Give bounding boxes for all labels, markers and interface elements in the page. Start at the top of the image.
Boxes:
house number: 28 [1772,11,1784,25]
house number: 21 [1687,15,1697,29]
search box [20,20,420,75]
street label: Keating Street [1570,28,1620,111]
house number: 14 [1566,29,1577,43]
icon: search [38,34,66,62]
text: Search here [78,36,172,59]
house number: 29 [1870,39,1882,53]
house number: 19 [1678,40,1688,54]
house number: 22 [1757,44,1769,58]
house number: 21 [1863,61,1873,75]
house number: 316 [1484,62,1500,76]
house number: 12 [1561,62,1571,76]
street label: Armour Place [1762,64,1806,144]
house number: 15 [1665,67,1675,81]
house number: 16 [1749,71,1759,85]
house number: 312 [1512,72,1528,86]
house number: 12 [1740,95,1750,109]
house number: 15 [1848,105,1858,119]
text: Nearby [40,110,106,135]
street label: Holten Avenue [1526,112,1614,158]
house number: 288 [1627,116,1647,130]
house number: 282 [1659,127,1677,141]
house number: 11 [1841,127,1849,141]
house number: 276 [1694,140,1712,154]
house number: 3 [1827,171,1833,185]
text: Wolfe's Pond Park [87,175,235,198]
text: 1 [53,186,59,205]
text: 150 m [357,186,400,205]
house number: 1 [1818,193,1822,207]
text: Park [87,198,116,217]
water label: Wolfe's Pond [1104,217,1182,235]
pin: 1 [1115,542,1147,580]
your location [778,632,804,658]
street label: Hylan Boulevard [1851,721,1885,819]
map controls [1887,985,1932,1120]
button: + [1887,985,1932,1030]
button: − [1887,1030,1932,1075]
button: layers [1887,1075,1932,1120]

- - - - - - -

**What is being asked**
The required answer is every line of the data, duplicated exactly.

**Answer box**
Give bounding boxes for all labels, markers and interface elements in the page. Start at the top of the image.
Boxes:
house number: 28 [1772,11,1784,25]
house number: 21 [1687,15,1697,29]
search box [20,20,420,75]
street label: Keating Street [1570,28,1620,111]
house number: 14 [1566,29,1577,43]
icon: search [38,34,66,62]
text: Search here [78,36,172,59]
house number: 29 [1870,39,1882,53]
house number: 19 [1678,40,1688,54]
house number: 22 [1757,44,1769,58]
house number: 21 [1863,61,1873,75]
house number: 316 [1484,62,1500,76]
house number: 12 [1561,62,1571,76]
street label: Armour Place [1762,64,1806,144]
house number: 15 [1665,67,1675,81]
house number: 16 [1749,71,1759,85]
house number: 312 [1512,72,1528,86]
house number: 12 [1740,95,1750,109]
house number: 15 [1848,105,1858,119]
text: Nearby [40,110,106,135]
street label: Holten Avenue [1526,112,1614,158]
house number: 288 [1627,116,1647,130]
house number: 282 [1659,127,1677,141]
house number: 11 [1841,127,1849,141]
house number: 276 [1694,140,1712,154]
house number: 3 [1827,171,1833,185]
text: Wolfe's Pond Park [87,175,235,198]
text: 1 [53,186,59,205]
text: 150 m [357,186,400,205]
house number: 1 [1818,193,1822,207]
text: Park [87,198,116,217]
water label: Wolfe's Pond [1104,217,1182,235]
pin: 1 [1115,542,1147,580]
your location [778,632,804,658]
street label: Hylan Boulevard [1851,721,1885,819]
map controls [1887,985,1932,1120]
button: + [1887,985,1932,1030]
button: − [1887,1030,1932,1075]
button: layers [1887,1075,1932,1120]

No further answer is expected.